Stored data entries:
· · · ·
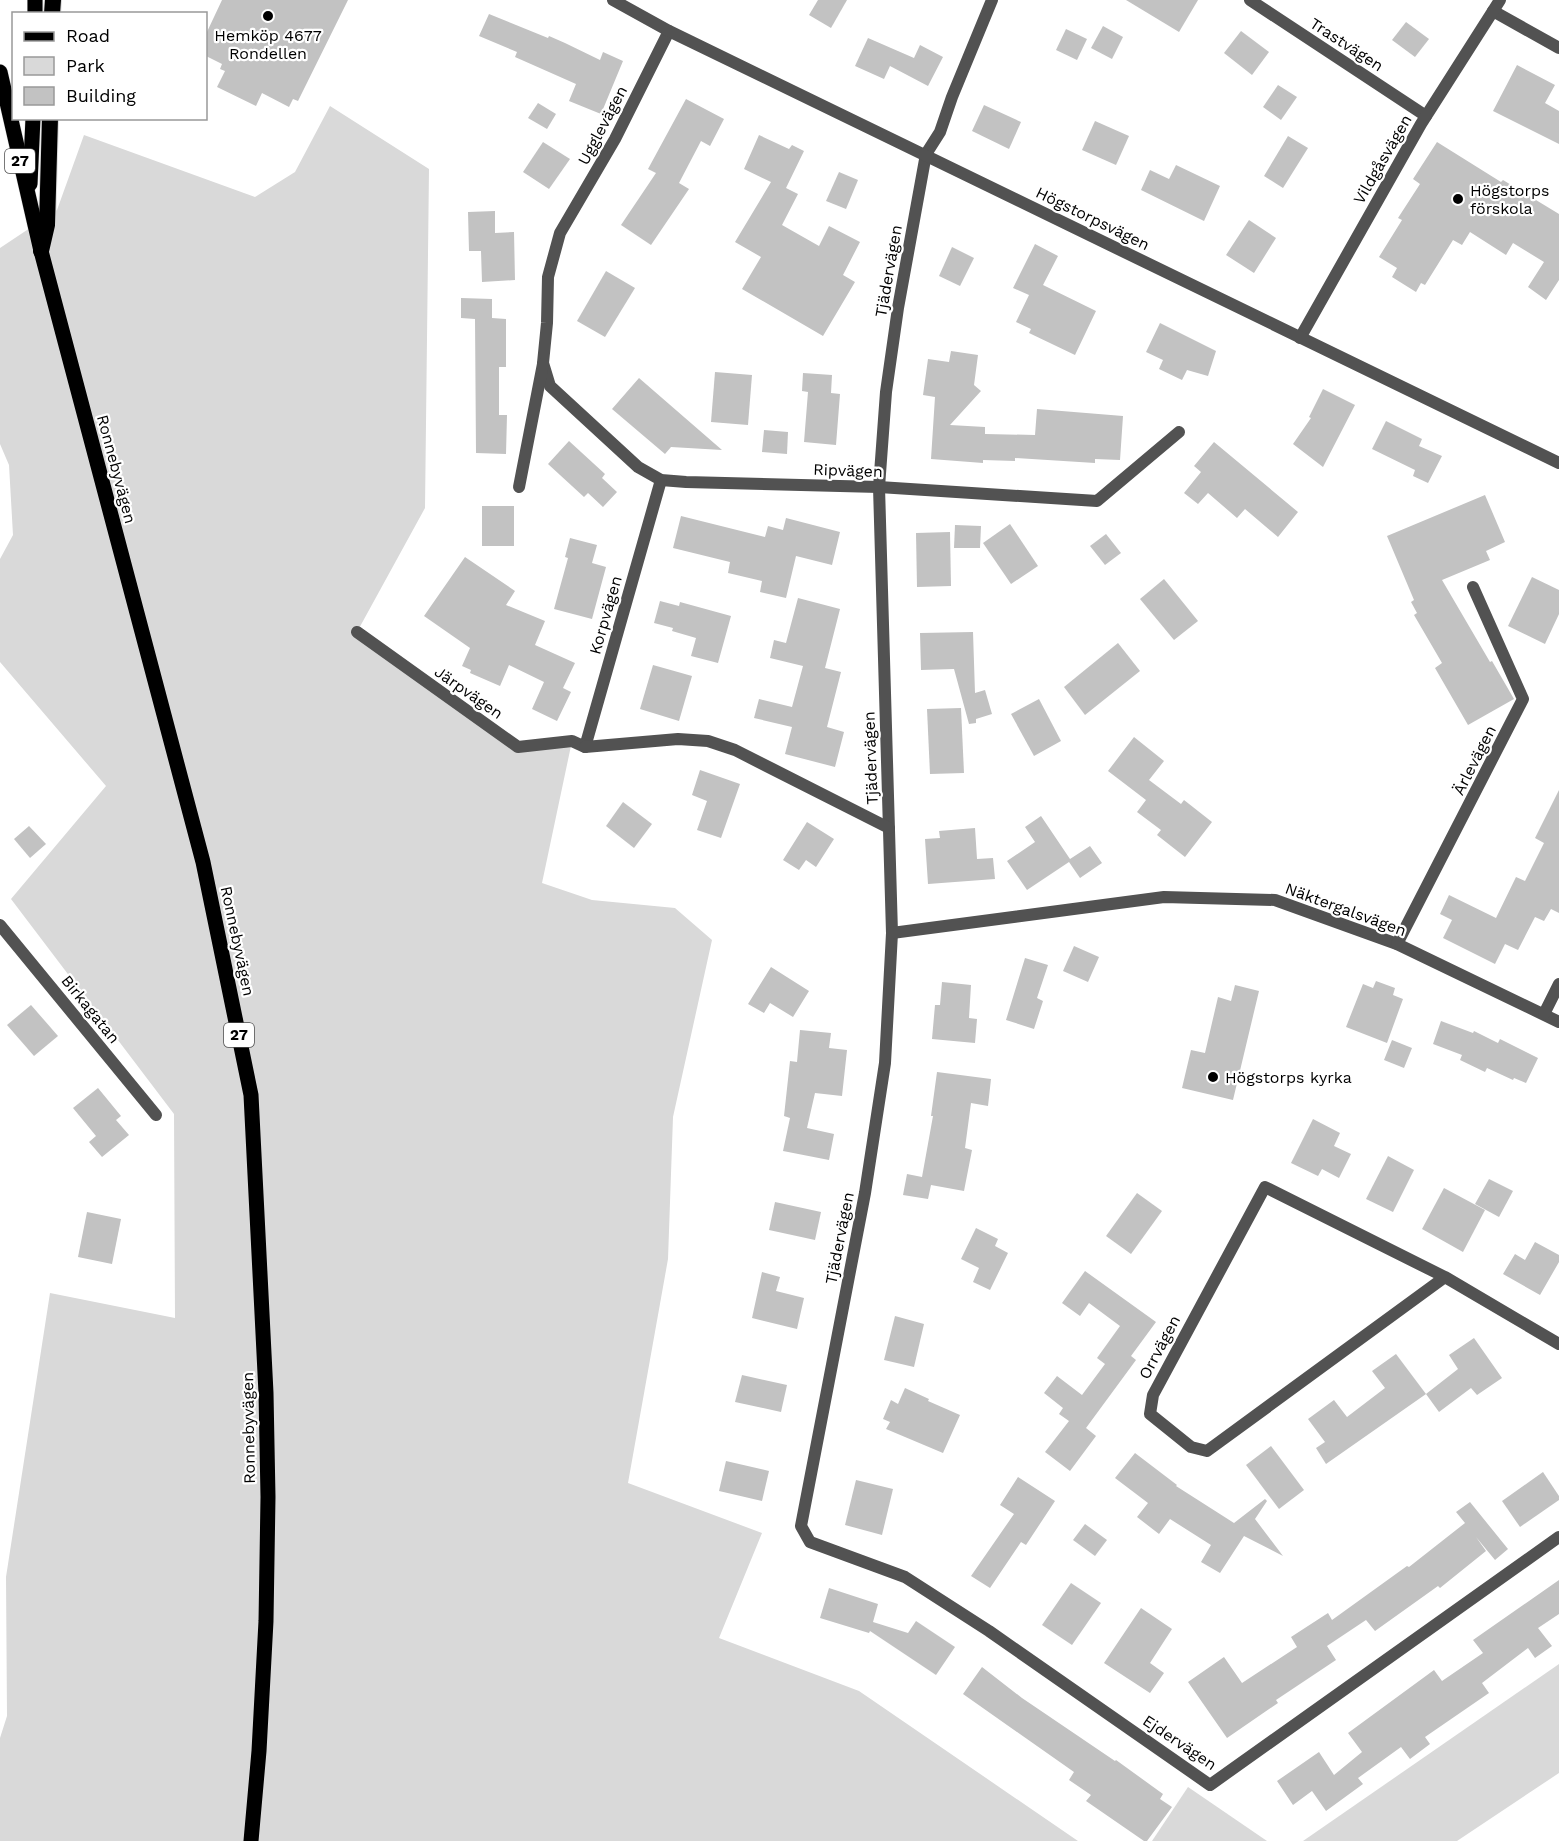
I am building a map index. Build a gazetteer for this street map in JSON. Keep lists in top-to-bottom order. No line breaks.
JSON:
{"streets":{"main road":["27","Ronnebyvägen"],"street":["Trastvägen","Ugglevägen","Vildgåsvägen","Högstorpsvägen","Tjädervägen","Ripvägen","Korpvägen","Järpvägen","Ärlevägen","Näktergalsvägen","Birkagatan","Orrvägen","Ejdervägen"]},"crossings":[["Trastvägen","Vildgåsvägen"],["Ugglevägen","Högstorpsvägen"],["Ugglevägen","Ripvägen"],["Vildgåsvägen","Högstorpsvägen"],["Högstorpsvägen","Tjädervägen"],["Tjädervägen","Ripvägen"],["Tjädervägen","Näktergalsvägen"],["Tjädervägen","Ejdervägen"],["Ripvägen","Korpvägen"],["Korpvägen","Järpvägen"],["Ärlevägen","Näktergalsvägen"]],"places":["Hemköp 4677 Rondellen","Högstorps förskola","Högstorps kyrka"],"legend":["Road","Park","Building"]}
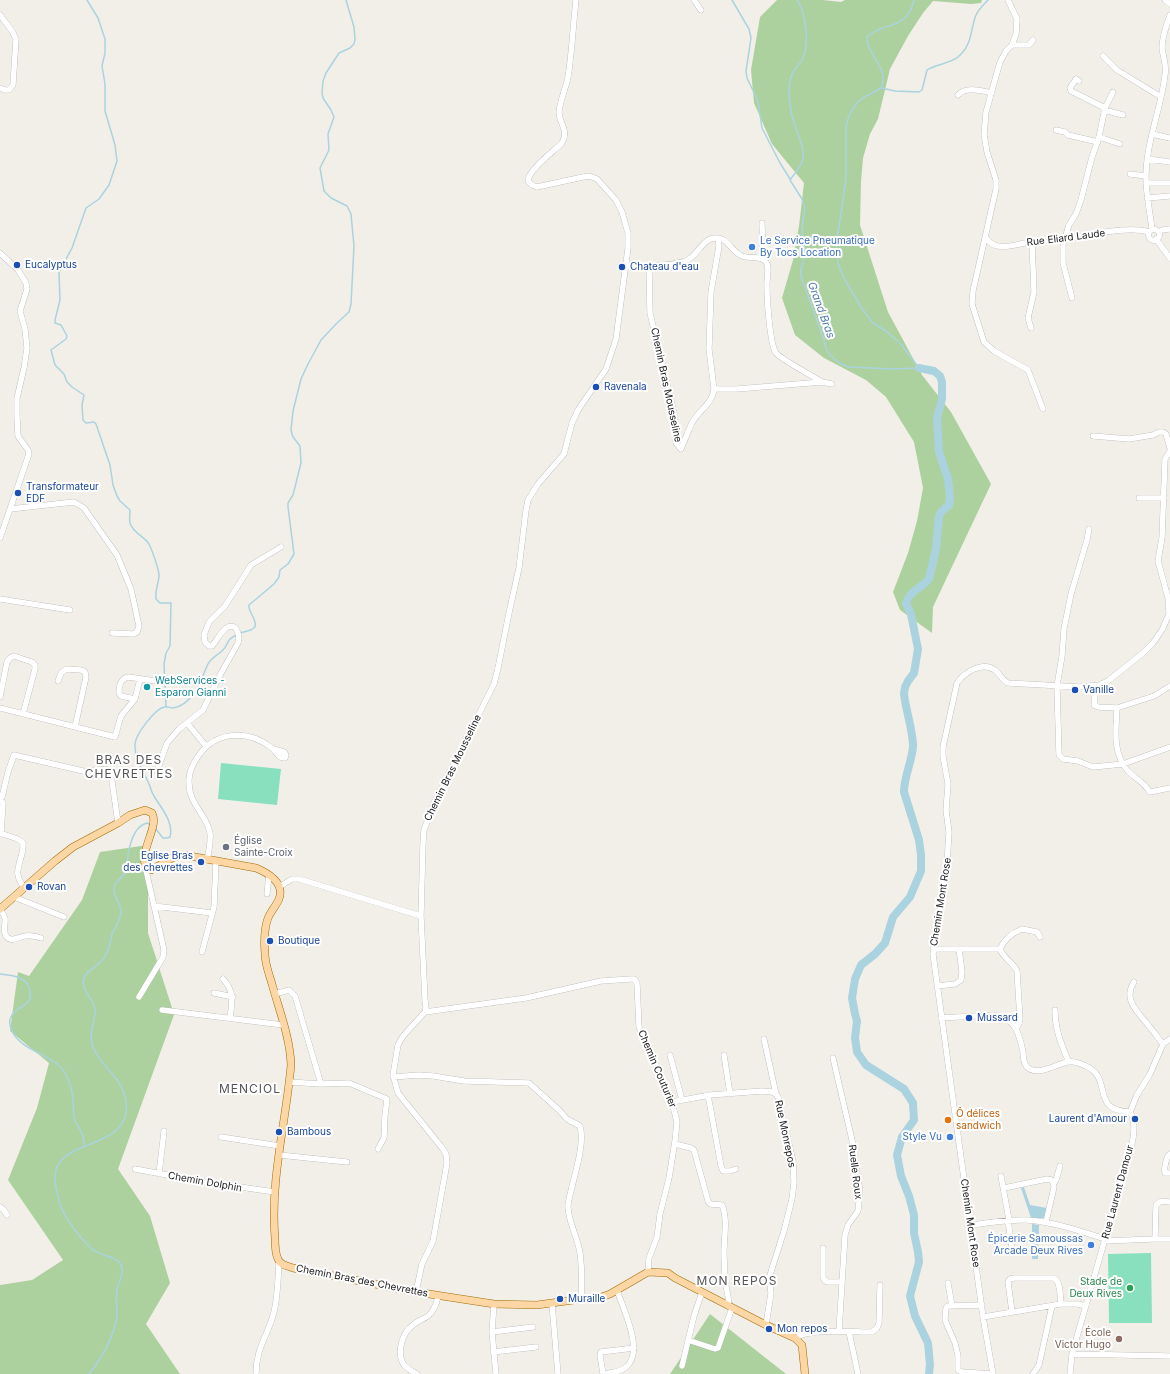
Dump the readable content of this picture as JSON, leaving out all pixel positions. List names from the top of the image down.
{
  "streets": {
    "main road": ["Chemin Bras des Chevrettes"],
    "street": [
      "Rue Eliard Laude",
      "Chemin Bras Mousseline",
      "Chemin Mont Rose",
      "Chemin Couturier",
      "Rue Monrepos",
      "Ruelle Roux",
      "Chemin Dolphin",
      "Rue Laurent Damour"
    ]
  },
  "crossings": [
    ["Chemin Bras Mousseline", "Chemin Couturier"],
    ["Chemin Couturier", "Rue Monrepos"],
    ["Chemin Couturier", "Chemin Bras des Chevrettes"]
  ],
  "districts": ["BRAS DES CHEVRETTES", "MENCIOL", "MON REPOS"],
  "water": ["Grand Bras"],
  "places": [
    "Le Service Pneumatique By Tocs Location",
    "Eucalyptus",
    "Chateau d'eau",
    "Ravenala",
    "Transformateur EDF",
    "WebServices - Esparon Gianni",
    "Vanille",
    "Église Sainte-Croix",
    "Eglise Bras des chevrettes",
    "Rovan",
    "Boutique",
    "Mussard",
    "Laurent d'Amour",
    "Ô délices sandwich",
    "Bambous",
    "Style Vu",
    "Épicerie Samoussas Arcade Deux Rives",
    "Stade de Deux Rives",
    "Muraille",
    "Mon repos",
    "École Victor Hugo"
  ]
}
· · · ·
• Activity: Print all of the data exactly, and do not carry over any pictures.

• Output of the exercise:
I am building a map index. Build a gazetteer for this street map in JSON. Keep lists in top-to-bottom order. No line breaks.
JSON:
{"streets":{"main road":["27","Ronnebyvägen"],"street":["Trastvägen","Ugglevägen","Vildgåsvägen","Högstorpsvägen","Tjädervägen","Ripvägen","Korpvägen","Järpvägen","Ärlevägen","Näktergalsvägen","Birkagatan","Orrvägen","Ejdervägen"]},"crossings":[["Trastvägen","Vildgåsvägen"],["Ugglevägen","Högstorpsvägen"],["Ugglevägen","Ripvägen"],["Vildgåsvägen","Högstorpsvägen"],["Högstorpsvägen","Tjädervägen"],["Tjädervägen","Ripvägen"],["Tjädervägen","Näktergalsvägen"],["Tjädervägen","Ejdervägen"],["Ripvägen","Korpvägen"],["Korpvägen","Järpvägen"],["Ärlevägen","Näktergalsvägen"]],"places":["Hemköp 4677 Rondellen","Högstorps förskola","Högstorps kyrka"],"legend":["Road","Park","Building"]}
Dump the readable content of this picture as JSON, leaving out all pixel positions. List names from the top of the image down.
{
  "streets": {
    "main road": ["Chemin Bras des Chevrettes"],
    "street": [
      "Rue Eliard Laude",
      "Chemin Bras Mousseline",
      "Chemin Mont Rose",
      "Chemin Couturier",
      "Rue Monrepos",
      "Ruelle Roux",
      "Chemin Dolphin",
      "Rue Laurent Damour"
    ]
  },
  "crossings": [
    ["Chemin Bras Mousseline", "Chemin Couturier"],
    ["Chemin Couturier", "Rue Monrepos"],
    ["Chemin Couturier", "Chemin Bras des Chevrettes"]
  ],
  "districts": ["BRAS DES CHEVRETTES", "MENCIOL", "MON REPOS"],
  "water": ["Grand Bras"],
  "places": [
    "Le Service Pneumatique By Tocs Location",
    "Eucalyptus",
    "Chateau d'eau",
    "Ravenala",
    "Transformateur EDF",
    "WebServices - Esparon Gianni",
    "Vanille",
    "Église Sainte-Croix",
    "Eglise Bras des chevrettes",
    "Rovan",
    "Boutique",
    "Mussard",
    "Laurent d'Amour",
    "Ô délices sandwich",
    "Bambous",
    "Style Vu",
    "Épicerie Samoussas Arcade Deux Rives",
    "Stade de Deux Rives",
    "Muraille",
    "Mon repos",
    "École Victor Hugo"
  ]
}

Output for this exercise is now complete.